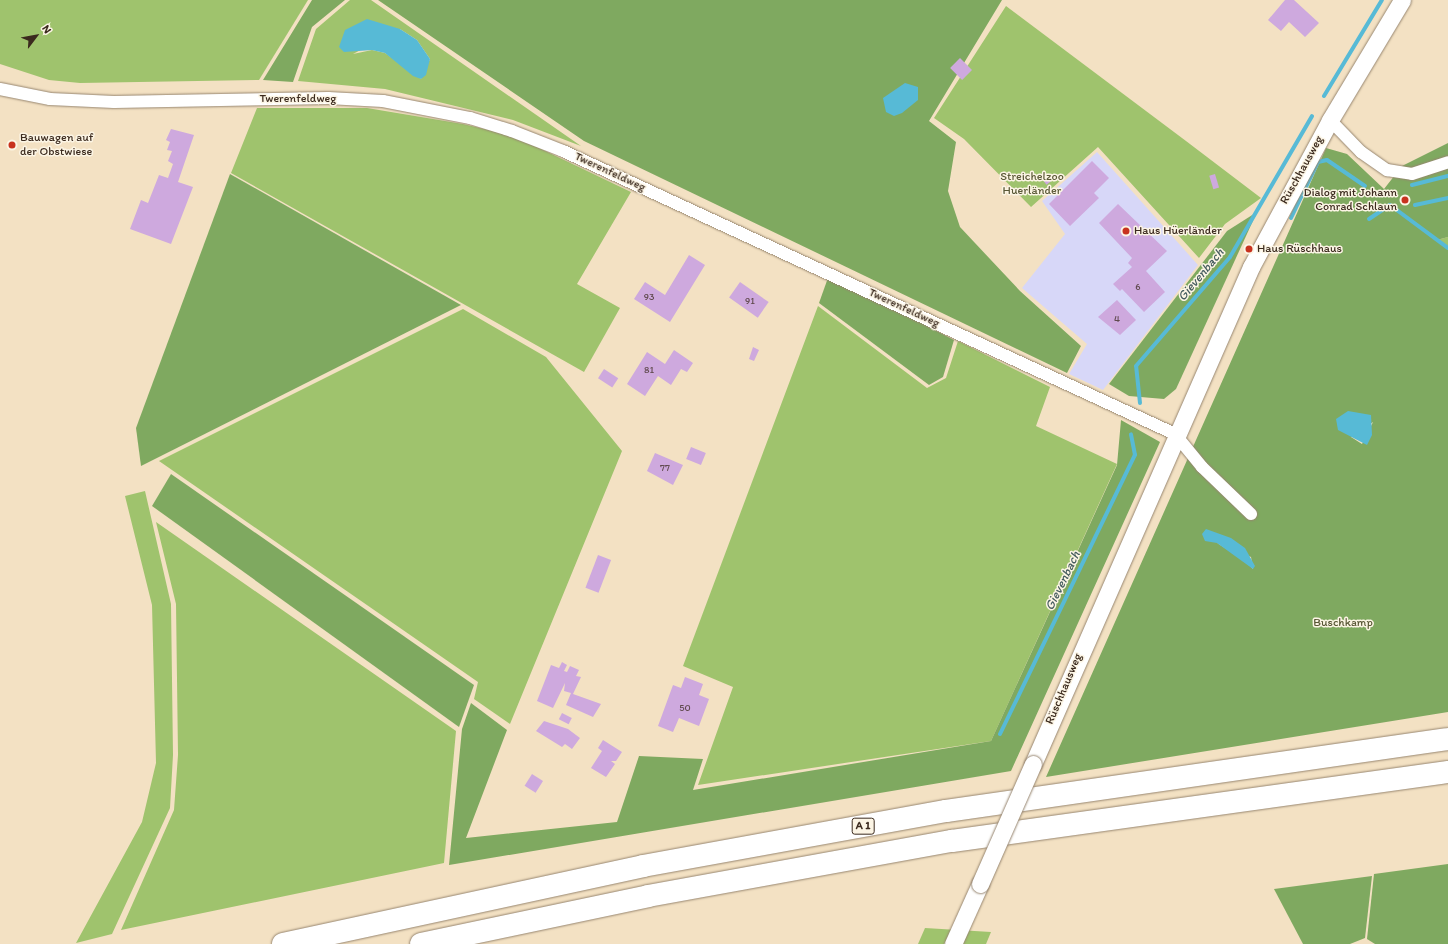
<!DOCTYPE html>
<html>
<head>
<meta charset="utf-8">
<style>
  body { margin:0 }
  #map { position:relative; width:1448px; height:944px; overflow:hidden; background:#f3e1c3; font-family:Itim,sans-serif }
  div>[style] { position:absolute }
  .built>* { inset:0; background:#d7d7f8 }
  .green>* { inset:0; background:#9fc36d }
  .forest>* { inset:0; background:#7fa960 }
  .water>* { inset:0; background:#57bad6 }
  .stream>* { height:4px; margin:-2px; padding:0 2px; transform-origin:2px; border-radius:2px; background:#57bad6 }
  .building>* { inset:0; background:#cea9de; transform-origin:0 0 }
  .roads { filter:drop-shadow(0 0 1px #978670) drop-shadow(0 0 1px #978670) }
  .street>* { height:12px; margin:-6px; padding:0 6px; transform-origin:6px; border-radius:6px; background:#fff }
  .secondary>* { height:17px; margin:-8.5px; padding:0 8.5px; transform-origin:8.5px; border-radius:8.5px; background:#fff }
  .highway>* { height:22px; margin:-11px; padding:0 11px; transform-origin:11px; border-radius:11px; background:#fff }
  .bridges { filter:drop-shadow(0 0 1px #978670) drop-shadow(0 0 1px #978670) }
  .secondary-bridge>* { height:17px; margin:-8.5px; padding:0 8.5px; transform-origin:8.5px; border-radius:8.5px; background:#fff }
  .dots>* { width:11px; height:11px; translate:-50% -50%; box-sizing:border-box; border:2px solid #fcf5e5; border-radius:50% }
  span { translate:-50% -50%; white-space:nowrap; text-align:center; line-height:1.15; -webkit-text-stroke:3px #fcf5e5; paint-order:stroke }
  .number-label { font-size:10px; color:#604a4e }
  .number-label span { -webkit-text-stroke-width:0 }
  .shield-label span { padding:1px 3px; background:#fcf5e5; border:1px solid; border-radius:3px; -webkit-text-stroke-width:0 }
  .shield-label { font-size:11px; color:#3b2a1e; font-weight:700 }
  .street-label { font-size:12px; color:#3b2a1e }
  .poi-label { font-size:12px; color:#3b2a1e }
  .left { translate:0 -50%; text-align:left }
  .right { translate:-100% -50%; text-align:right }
  .park-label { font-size:12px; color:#595836 }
  .water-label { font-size:13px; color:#455c5e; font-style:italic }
  .north { position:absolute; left:16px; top:16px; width:40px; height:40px; -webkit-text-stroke:3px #fcf5e5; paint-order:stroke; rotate:58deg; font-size:11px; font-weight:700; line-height:16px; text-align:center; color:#3b2a1e }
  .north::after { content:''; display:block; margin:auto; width:14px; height:18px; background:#3b2a1e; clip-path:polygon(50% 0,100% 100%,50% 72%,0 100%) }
</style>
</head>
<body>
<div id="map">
  <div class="built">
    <i style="clip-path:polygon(1097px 152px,1198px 265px,1103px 390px,1069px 374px,1087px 344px,1022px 288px,1065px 234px,1042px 201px)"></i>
  </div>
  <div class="green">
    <i style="clip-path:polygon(0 0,308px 0,259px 80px,80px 83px,49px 80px,0 64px)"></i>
    <i style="clip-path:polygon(evenodd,350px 0,371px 0,581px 146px,513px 120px,385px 89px,298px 81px,316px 29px,350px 0,400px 29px,417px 40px,430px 59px,421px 79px,385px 53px,372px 50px,353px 54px,400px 29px)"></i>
    <i style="clip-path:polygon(1006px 6px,1186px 141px,1261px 198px,1225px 224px,1199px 258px,1098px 147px,1031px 207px,964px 139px,934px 118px)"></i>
    <i style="clip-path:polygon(257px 108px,367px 108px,463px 124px,514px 136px,631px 192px,577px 284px,620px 308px,584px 372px,231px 173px)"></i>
    <i style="clip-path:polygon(1448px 237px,1448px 248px,1437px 240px)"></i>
    <i style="clip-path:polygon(818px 306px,927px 388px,946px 378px,958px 341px,1050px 387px,1036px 426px,1117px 464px,991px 741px,698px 785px,733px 687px,683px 666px)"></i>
    <i style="clip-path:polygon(463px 309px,546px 357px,622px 451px,510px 724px,474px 699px,478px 682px,159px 461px)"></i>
    <i style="clip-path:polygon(145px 491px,171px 604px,173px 755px,170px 808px,112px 934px,76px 943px,142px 822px,156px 763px,152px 605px,125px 496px)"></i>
    <i style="clip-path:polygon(156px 522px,456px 731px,444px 863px,121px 930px,174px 810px,178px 755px,176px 604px)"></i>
    <i style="clip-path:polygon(925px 928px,991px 932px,986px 944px,918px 944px)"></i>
  </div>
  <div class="forest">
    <i style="clip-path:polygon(312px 0,345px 0,312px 27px,293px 82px,263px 80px)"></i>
    <i style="clip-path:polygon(378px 0,1002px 0,929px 121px,956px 142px,948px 191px,960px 227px,1020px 291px,1081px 346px,1067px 373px,584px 141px)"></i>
    <i style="clip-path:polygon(evenodd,1448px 143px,1448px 237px,1437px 240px,1448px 248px,1448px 712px,1046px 777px,1326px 148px,1347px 154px,1384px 189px,1402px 166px,1448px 143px,1373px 422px,1362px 444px,1351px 437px,1373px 422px,1448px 143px,1217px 543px,1251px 557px,1253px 569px,1241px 558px,1217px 543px)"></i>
    <i style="clip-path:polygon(230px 174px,461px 305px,141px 466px,136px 428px)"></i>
    <i style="clip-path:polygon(1257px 212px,1176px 389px,1164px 399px,1129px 396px,1109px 384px,1227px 231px)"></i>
    <i style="clip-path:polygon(829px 275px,954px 340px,943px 377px,929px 385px,819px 303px)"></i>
    <i style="clip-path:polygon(1121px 420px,1160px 442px,1011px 771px,449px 865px,462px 729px,471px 703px,507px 730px,466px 838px,617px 822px,639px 756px,703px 759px,693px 790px,991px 741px,1117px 465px)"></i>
    <i style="clip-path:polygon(171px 474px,474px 685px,459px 727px,152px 506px)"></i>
    <i style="clip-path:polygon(1448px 864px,1448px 944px,1375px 944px,1367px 939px,1374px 874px)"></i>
    <i style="clip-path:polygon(1372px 876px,1365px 938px,1350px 944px,1303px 944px,1274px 889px)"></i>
  </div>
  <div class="water">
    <i style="clip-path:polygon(367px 19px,400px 29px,417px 40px,430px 59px,426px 75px,421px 79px,413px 76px,385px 53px,372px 50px,344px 52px,339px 47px,345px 30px)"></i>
    <i style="clip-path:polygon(905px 83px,918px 87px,918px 100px,902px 113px,894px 116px,886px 112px,883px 98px)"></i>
    <i style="clip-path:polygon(1348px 411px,1371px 415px,1372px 435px,1367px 445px,1338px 430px,1336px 419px)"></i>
    <i style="clip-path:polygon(1206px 529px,1231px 538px,1245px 548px,1255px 566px,1253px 569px,1217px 543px,1205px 541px,1202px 534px)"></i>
  </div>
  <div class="stream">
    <i style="left:1324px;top:96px;width:112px;rotate:-58.9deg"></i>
    <i style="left:1412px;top:185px;width:37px;rotate:-14deg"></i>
    <i style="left:1415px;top:205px;width:34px;rotate:-12deg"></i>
    <i style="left:1291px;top:218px;width:62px;rotate:-64.3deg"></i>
    <i style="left:1318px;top:162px;width:9px;rotate:-13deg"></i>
    <i style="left:1327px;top:160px;width:46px;rotate:34.4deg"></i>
    <i style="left:1369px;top:219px;width:25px;rotate:-34deg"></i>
    <i style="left:1390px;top:205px;width:72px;rotate:36.6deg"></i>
    <i style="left:1140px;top:403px;width:37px;rotate:-96deg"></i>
    <i style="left:1136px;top:366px;width:144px;rotate:-49.2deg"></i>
    <i style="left:1230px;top:257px;width:163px;rotate:-59.8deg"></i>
    <i style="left:1000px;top:734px;width:310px;rotate:-64.2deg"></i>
    <i style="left:1135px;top:455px;width:21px;rotate:-101deg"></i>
  </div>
  <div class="building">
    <i style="clip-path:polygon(1285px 0,1294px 0,1319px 23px,1305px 37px,1289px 22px,1281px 31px,1268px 20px)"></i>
    <i style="left:960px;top:58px;width:17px;height:14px;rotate:45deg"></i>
    <i style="clip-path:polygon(171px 129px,194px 135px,178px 182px,193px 187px,171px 244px,130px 229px,141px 200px,148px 203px,159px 175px,168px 178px,173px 164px,168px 161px,172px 151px,167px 150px,170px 142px,166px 140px)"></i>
    <i style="clip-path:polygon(1092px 161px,1109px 178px,1094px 193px,1099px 198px,1070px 226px,1049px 204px)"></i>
    <i style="left:1215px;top:174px;width:14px;height:6px;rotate:73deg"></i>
    <i style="left:1049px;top:175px;width:6px;height:8px;rotate:51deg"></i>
    <i style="clip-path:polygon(1118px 204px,1167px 251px,1146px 271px,1165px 292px,1144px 312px,1122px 289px,1120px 291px,1113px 284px,1132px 267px,1128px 263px,1132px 258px,1099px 223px)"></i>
    <i style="clip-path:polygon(689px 255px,705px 265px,670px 322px,634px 299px,645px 282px,665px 295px)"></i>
    <i style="left:740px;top:282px;width:35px;height:19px;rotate:35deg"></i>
    <i style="clip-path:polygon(1117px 300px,1136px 320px,1120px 335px,1098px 317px)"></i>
    <i style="clip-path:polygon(753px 347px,759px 350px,754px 361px,749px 359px)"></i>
    <i style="clip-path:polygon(674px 350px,693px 363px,687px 372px,681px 369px,671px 385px,658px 376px,645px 396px,627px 384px,647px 352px,665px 364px)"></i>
    <i style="left:604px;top:369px;width:17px;height:11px;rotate:33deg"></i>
    <i style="left:691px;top:447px;width:16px;height:13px;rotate:22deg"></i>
    <i style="clip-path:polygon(655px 453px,683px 465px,673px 485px,647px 471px)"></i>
    <i style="left:598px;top:555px;width:14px;height:35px;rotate:21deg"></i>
    <i style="clip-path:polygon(562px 662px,567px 665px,564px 671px,567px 672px,570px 666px,579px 670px,576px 676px,581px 677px,573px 694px,601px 704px,593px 717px,566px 705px,571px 693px,564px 691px,565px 683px,553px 708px,537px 701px,551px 665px,559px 668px)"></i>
    <i style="clip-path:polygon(685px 677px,703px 684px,699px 695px,709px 699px,699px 726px,679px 718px,673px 732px,658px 726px,673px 685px,681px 688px)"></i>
    <i style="left:562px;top:713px;width:11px;height:7px;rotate:27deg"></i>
    <i style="clip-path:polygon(544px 721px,568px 729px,580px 738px,572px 749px,565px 744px,562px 747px,536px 731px)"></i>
    <i style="clip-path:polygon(603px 740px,622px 752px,616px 761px,611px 761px,615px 764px,606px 777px,591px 768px,602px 751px,598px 748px)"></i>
    <i style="left:532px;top:774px;width:13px;height:14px;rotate:32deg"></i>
  </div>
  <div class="roads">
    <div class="street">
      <i style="left:0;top:89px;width:51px;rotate:11.3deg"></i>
      <i style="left:50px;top:99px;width:64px;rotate:2.7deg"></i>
      <i style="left:114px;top:102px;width:214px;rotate:-1.1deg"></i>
      <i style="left:328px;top:98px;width:55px;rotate:3.1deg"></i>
      <i style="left:383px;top:101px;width:89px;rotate:11.1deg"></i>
      <i style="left:470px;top:118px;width:44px;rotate:17.2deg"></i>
      <i style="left:512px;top:131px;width:55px;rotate:21.4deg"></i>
      <i style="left:563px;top:151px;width:674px;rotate:24.82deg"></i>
      <i style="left:1175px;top:434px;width:43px;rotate:50.7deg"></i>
      <i style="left:1202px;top:467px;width:68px;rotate:43.8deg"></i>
      <i style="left:1330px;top:120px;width:45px;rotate:45.9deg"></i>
      <i style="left:1361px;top:152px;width:32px;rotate:35deg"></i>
      <i style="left:1387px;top:170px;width:25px;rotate:9deg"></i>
      <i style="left:1412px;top:174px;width:38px;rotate:-18deg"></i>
    </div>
    <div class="secondary">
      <i style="left:1033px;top:764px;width:543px;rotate:-66.32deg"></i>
      <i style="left:1251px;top:267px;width:167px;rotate:-61.7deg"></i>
      <i style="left:1330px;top:120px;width:140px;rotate:-59deg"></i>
      <i style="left:953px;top:944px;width:66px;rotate:-65.8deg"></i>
    </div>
    <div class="highway">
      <i style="left:283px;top:944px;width:368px;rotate:-12.2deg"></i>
      <i style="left:643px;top:866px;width:308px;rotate:-10.3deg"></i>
      <i style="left:946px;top:811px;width:507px;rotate:-8.16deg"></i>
      <i style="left:421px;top:944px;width:232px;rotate:-11.9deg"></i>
      <i style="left:648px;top:896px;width:309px;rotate:-10.3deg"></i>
      <i style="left:952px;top:841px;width:501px;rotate:-7.92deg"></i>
    </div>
  </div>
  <div class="bridges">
    <div class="secondary-bridge">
      <i style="left:980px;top:884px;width:131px;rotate:-66.2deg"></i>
    </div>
  </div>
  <div class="dots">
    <i style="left:12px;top:145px;background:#c8321e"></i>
    <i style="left:1405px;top:200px;background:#c8321e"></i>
    <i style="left:1126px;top:231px;background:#c8321e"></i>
    <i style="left:1249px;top:249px;background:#c8321e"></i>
  </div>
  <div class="number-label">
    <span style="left:1138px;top:287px">6</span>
    <span style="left:649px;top:297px">93</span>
    <span style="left:750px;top:301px">91</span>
    <span style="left:1117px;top:319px">4</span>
    <span style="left:649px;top:370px">81</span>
    <span style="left:665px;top:468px">77</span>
    <span style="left:685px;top:708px">50</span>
  </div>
  <div class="shield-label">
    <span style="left:863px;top:826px">A 1</span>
  </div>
  <div class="street-label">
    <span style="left:298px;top:99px">Twerenfeldweg</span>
    <span style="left:1302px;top:170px;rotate:-61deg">Rüschhausweg</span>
    <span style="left:610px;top:172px;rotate:25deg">Twerenfeldweg</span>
    <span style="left:904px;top:308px;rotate:25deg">Twerenfeldweg</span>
    <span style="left:1064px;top:689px;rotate:-67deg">Rüschhausweg</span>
  </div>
  <div class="poi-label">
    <span class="left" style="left:20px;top:145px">Bauwagen auf<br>der Obstwiese</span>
    <span class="right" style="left:1397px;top:200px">Dialog mit Johann<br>Conrad Schlaun</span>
    <span class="left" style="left:1134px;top:231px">Haus Hüerländer</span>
    <span class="left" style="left:1257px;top:249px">Haus Rüschhaus</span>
  </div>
  <div class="park-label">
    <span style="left:1032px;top:184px">Streichelzoo<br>Huerländer</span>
    <span style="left:1343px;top:623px">Buschkamp</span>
  </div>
  <div class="water-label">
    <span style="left:1201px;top:275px;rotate:-50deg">Gievenbach</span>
    <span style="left:1063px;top:581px;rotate:-64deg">Gievenbach</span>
  </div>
  <div class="north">N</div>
</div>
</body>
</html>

____

Using the entries shown above, reproduce verbatim the lines from the line bearing "translate:-50% -50%; white-space:nowrap;" to the line bearing "position:absolute; left:16px; top:16px;", inclusive.

◆ **TASK OUTPUT**
  span { translate:-50% -50%; white-space:nowrap; text-align:center; line-height:1.15; -webkit-text-stroke:3px #fcf5e5; paint-order:stroke }
  .number-label { font-size:10px; color:#604a4e }
  .number-label span { -webkit-text-stroke-width:0 }
  .shield-label span { padding:1px 3px; background:#fcf5e5; border:1px solid; border-radius:3px; -webkit-text-stroke-width:0 }
  .shield-label { font-size:11px; color:#3b2a1e; font-weight:700 }
  .street-label { font-size:12px; color:#3b2a1e }
  .poi-label { font-size:12px; color:#3b2a1e }
  .left { translate:0 -50%; text-align:left }
  .right { translate:-100% -50%; text-align:right }
  .park-label { font-size:12px; color:#595836 }
  .water-label { font-size:13px; color:#455c5e; font-style:italic }
  .north { position:absolute; left:16px; top:16px; width:40px; height:40px; -webkit-text-stroke:3px #fcf5e5; paint-order:stroke; rotate:58deg; font-size:11px; font-weight:700; line-height:16px; text-align:center; color:#3b2a1e }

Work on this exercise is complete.